Tuesday, May 3, 2011

Palisades: Gayley and Thunderbolt

29th April - 1st May was when the Caltech Alpine Club did its annual veteran's trip to the Palisades. The objective was to climb Thunderbolt (14003 feet), and perhaps some other peak(s) too. On 29th April, 5 of us (me, Bill, Patrick, BG, Odin) did the 11 odd miles approach from Glacier Lodge Trailhead to Sam Mack Meadows. Temple Crag and a frozen Second Lake on the way:



We then set up camp at Sam Mack Meadows, around 11,000 feet. The plan was to head up 800 feet the steep looking chute you see in this, but the snow looked funny, and the trees at Sam Mack seemed better from shelter perspective (especially since 50 mph gusts were in the forecast), so we stayed at Sam Mack.



Day 2 was allotted for climbing Mt. Gayley (13510 feet), as an easy class 3 acclimatization peak. Leaving camp at a leisurely 7.45 AM, we climbed up to the Palisade glacier, traversed on it admiring the sights of the Palisade ridge and climbed up to Glacier Notch. From the time I had climbed Mt. Sill, I remembered the climb up to the notch to be an easy scramble. But now it was full of snow, so was a little funky, and gave the satisfying pleasure of listening to the sound of crampons scratching on loose tumbling rocks. I had forgotten my helmet and was promptly scolded by BG for it.
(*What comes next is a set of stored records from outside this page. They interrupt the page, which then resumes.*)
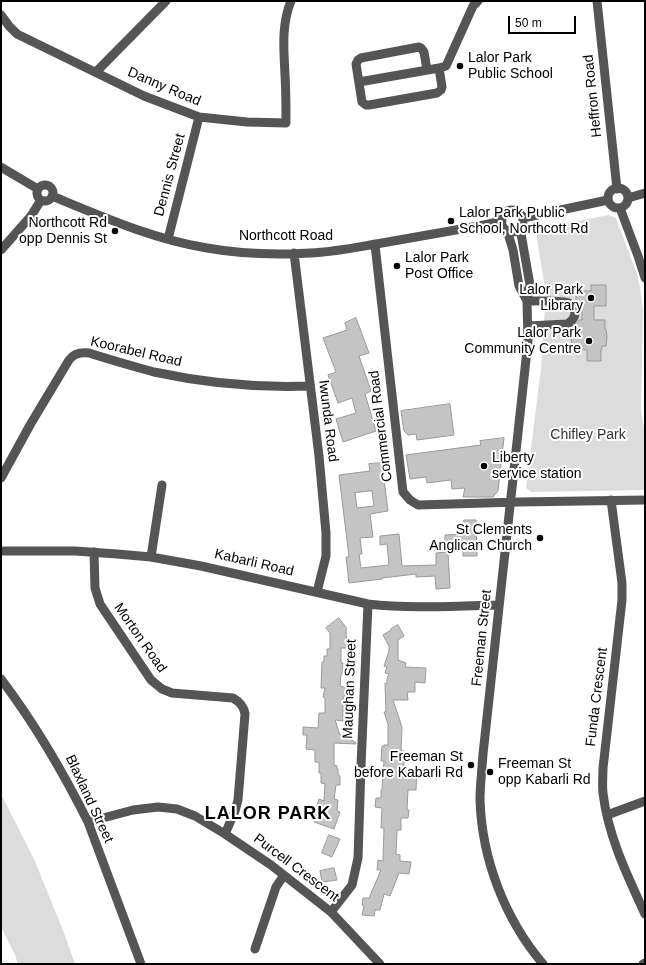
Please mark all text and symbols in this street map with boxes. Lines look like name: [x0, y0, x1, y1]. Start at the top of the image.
scale bar: [510, 8, 578, 34]
text: 50 m: [515, 16, 542, 30]
place label: Lalor Park Public School: [468, 50, 553, 82]
street label: Heffron Road: [580, 54, 606, 138]
marker: Lalor Park Public School: [455, 61, 465, 71]
street label: Danny Road: [125, 64, 203, 110]
street label: Dennis Street: [151, 132, 189, 218]
place label: Lalor Park Public School, Northcott Rd: [459, 205, 588, 238]
place label: Northcott Rd opp Dennis St: [19, 215, 107, 248]
marker: Lalor Park Public School, Northcott Rd: [446, 216, 456, 226]
marker: Northcott Rd opp Dennis St: [110, 226, 120, 236]
street label: Northcott Road: [239, 228, 333, 244]
place label: Lalor Park Post Office: [405, 250, 473, 282]
marker: Lalor Park Post Office: [392, 261, 402, 271]
place label: Lalor Park Library: [519, 282, 583, 314]
marker: Lalor Park Library: [586, 293, 596, 303]
place label: Lalor Park Community Centre: [464, 325, 581, 358]
street label: Koorabel Road: [89, 333, 183, 371]
marker: Lalor Park Community Centre: [584, 336, 594, 346]
street label: Commercial Road: [366, 369, 396, 483]
street label: Iwunda Road: [315, 379, 341, 463]
park label: Chifley Park: [550, 427, 626, 443]
place label: Liberty service station: [492, 450, 581, 482]
marker: Liberty service station: [479, 461, 489, 471]
place label: St Clements Anglican Church: [429, 522, 532, 554]
marker: St Clements Anglican Church: [535, 533, 545, 543]
street label: Kabarli Road: [213, 546, 295, 580]
street label: Freeman Street: [469, 589, 495, 687]
street label: Morton Road: [110, 600, 170, 676]
street label: Maughan Street: [340, 639, 360, 739]
street label: Funda Crescent: [583, 647, 611, 747]
place label: Freeman St before Kabarli Rd: [354, 749, 463, 782]
street label: Blaxland Street: [61, 752, 117, 846]
place label: Freeman St opp Kabarli Rd: [498, 756, 591, 788]
marker: Freeman St before Kabarli Rd: [466, 760, 476, 770]
marker: Freeman St opp Kabarli Rd: [485, 767, 495, 777]
district label: LALOR PARK: [205, 803, 331, 825]
street label: Purcell Crescent: [250, 830, 342, 906]

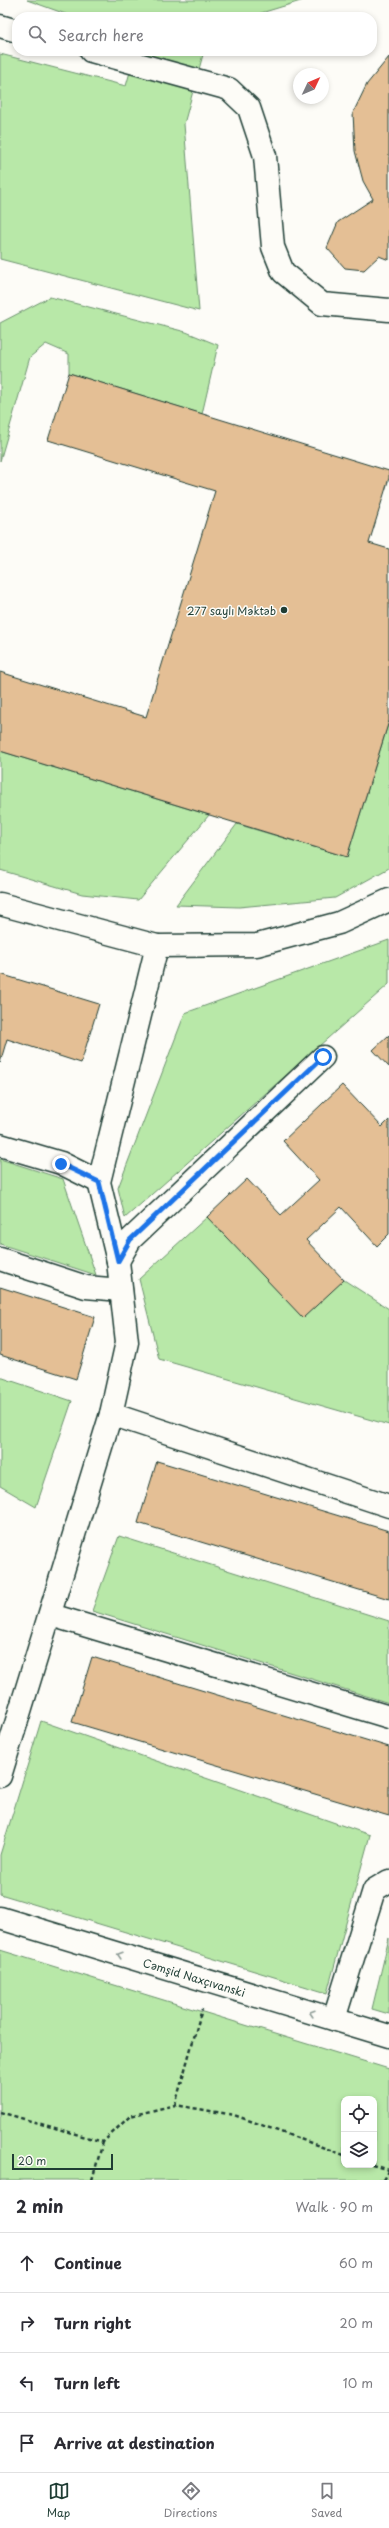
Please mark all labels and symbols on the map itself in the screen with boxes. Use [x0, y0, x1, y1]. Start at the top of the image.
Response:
north arrow [293, 68, 329, 104]
place label: 277 saylı Məktəb [187, 602, 276, 619]
marker: 277 saylı Məktəb [279, 605, 289, 615]
route start [314, 1048, 332, 1066]
route end [52, 1155, 70, 1173]
one-way arrow [117, 1951, 124, 1960]
street label: Cəmşid Naxçıvanski [141, 1953, 248, 2000]
one-way arrow [308, 2009, 315, 2017]
scale bar [12, 2152, 113, 2171]

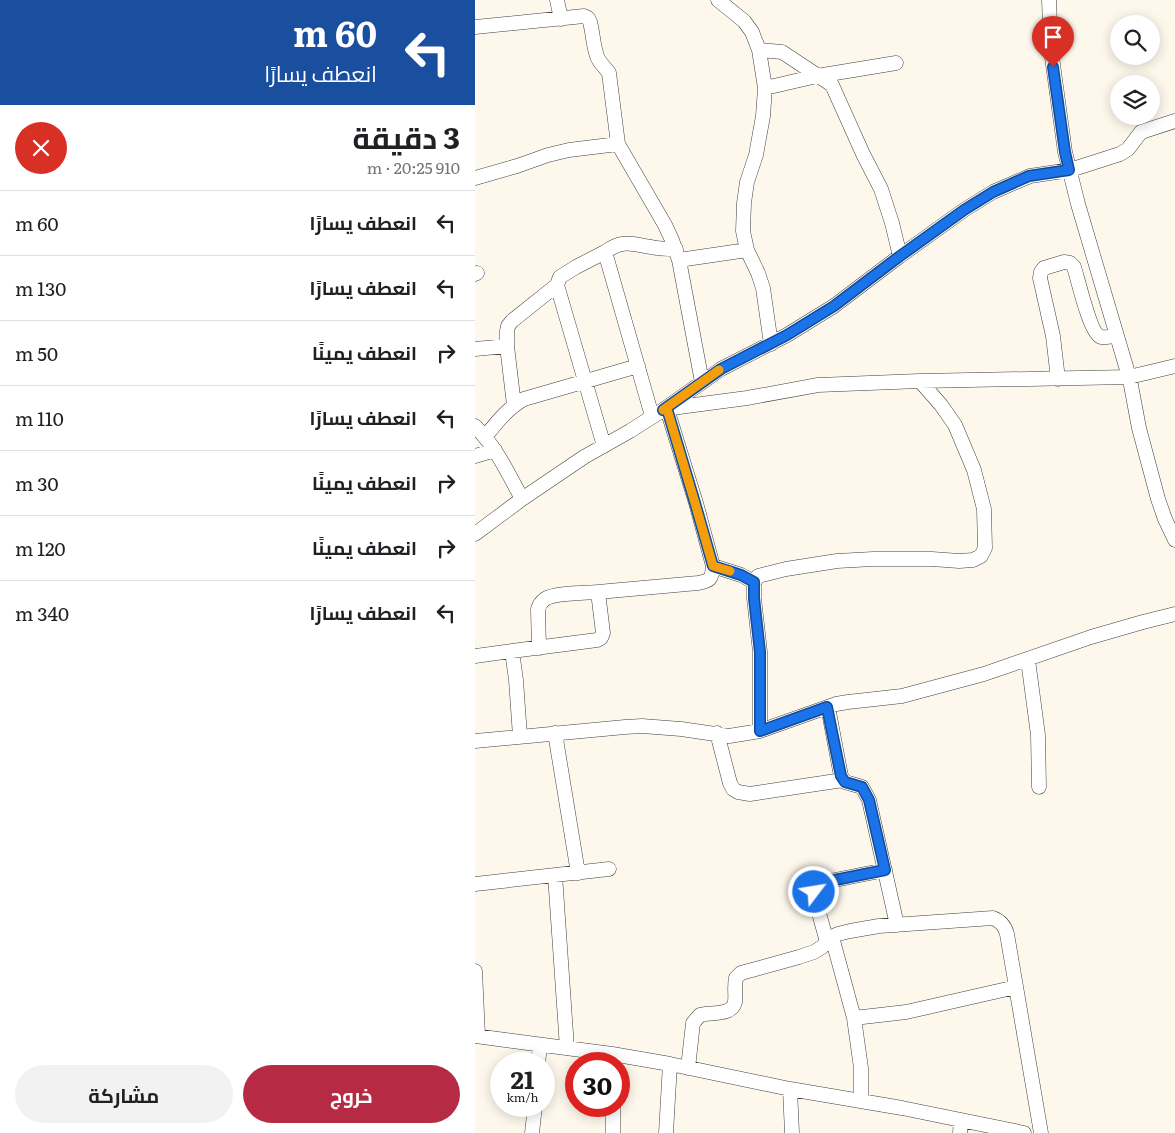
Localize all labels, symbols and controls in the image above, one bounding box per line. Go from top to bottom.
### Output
text: 60 m [293,6,377,58]
map controls [1110,15,1160,125]
button: search [1110,15,1160,65]
pin [1032,16,1074,67]
icon: left [395,20,460,85]
icon: arrive [1039,23,1067,51]
text: انعطف يسارًا [264,56,377,89]
button: layers [1110,75,1160,125]
text: 3 دقيقة [352,114,460,158]
button: close [15,122,67,174]
text: 910 m · 20:25 [367,155,460,179]
text: انعطف يسارًا [310,208,417,236]
text: 60 m [15,209,58,237]
icon: left [432,209,460,237]
text: انعطف يسارًا [310,273,417,301]
text: 130 m [15,274,66,302]
icon: left [432,274,460,302]
text: انعطف يمينًا [312,338,417,366]
text: 50 m [15,339,58,367]
icon: right [432,339,460,367]
text: انعطف يسارًا [310,403,417,431]
text: 110 m [15,404,64,432]
icon: left [432,404,460,432]
text: انعطف يمينًا [312,468,417,496]
text: 30 m [15,469,59,497]
icon: right [432,469,460,497]
text: انعطف يمينًا [312,533,417,561]
text: 120 m [15,534,66,562]
icon: right [432,534,460,562]
text: انعطف يسارًا [310,598,417,626]
text: 340 m [15,599,69,627]
icon: left [432,599,460,627]
position arrow [787,865,839,917]
speed limit sign: 30 [565,1052,630,1117]
text: 21 [511,1060,534,1097]
button: مشاركة [15,1065,233,1123]
button: خروج [243,1065,460,1123]
text: km/h [507,1088,538,1106]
All of us on the summit of Gayley:

We then decided to downclimb the southwest ridge itself, as we were concerned about descending the steep icy snow especially since there was loose rock around.

We then descended the notch, ran across the glacier amazed as we saw skiers everywhere on the mountain. There was a group climbing up the L-couloir on Sill, with skis on back. There was another group that had climbed up U-notch to ski it down, and was now climbing up the V-notch to ski! Unbelievable! I had left some food at the top of the notch. When I got back i saw that the garlic naan was gone (probably taken by birds that were circling around as we were climbing up, or by the skiers on Sill). But once again, my trusty Nutella was untouched!


We were lucky enough to find a small patch of breakable ice in the lake above Sam Mack. We broke through it and filled up stomachs and bottles with as much water as we could, accompanied by loud water burps (the kind Calvin makes to irritate his folks).


We were back at camp by 2.30. Very soon we were joined by 4 other climbers: The Kedrone, Erik the Red, Theo, and Hamik. Much laughing and gossiping ensued. A lazy dinner and we were in bed by 6 PM. The last night had been pretty cold, and the morning had greeted some of us with frozen boots and ice bottles instead of water bottles. Thus tonight our sleeping bags were especially full with all kinds of smelly crap to avoid freezing. Next morning we woke up at 3-3.30 AM, and were up and climbing by 4.30. My head lamp seemed lazier than me, and I spent 10 minutes doing kala jaadu on the batteries. We climbed up the first 1000 feet in 45 minutes, pretty good for 12000 feet elevation. We were then lucky enough to see an amazing tequila sunrise and alpenglow: Winchell in alpenglow below (Patrick, I and others climbed last June when we climbed Sill too).


Spindrift was pretty constant and most of the day today looked as if it was snowing. Our route was the North Couloir. The first challenge was the bergschrund - yes, that same bergschrund which had tried twice to eat some of us. Luckily it seemed pretty full, so we happily stomped across it. So we climbed up the North Couloir and soon reached the top of it. Now we downclimbed a little into where the Southwest Chute comes, and then climbed up some 45-50 degree snow to attain the notch between the Lightning Rod and the real summit.




Hamik now fixed up a line for everyone to take to the summit. I clambered around to find an easier looking class 4+ chimney route, which I free soloed up to be greeted at the summit around 8.15 AM by a surprised Hamik's "WTF!". Everyone else gradually reached the summit. The next challenge was to climb the 5.9R summit block. We tried a little to lead climb it, but the combination of cold and tiredness made it difficult. So the two French in the group joined forces to lasso the summit block after which all of us climbed it.


A quick rappel from the summit, and then we retraced our way back to the camp. The snow bridge on the bergschrund was still strong. We reached camp by 3ish, and hiked out between 4 to 5. Temple Crag lured me again, I guess she wants me to come back and climb her. OK, soon my dearie. We were back at trailhead by 7-8 PM on Day 3, and were soon stuffing our mouths with food at the Subway in Lone Pine.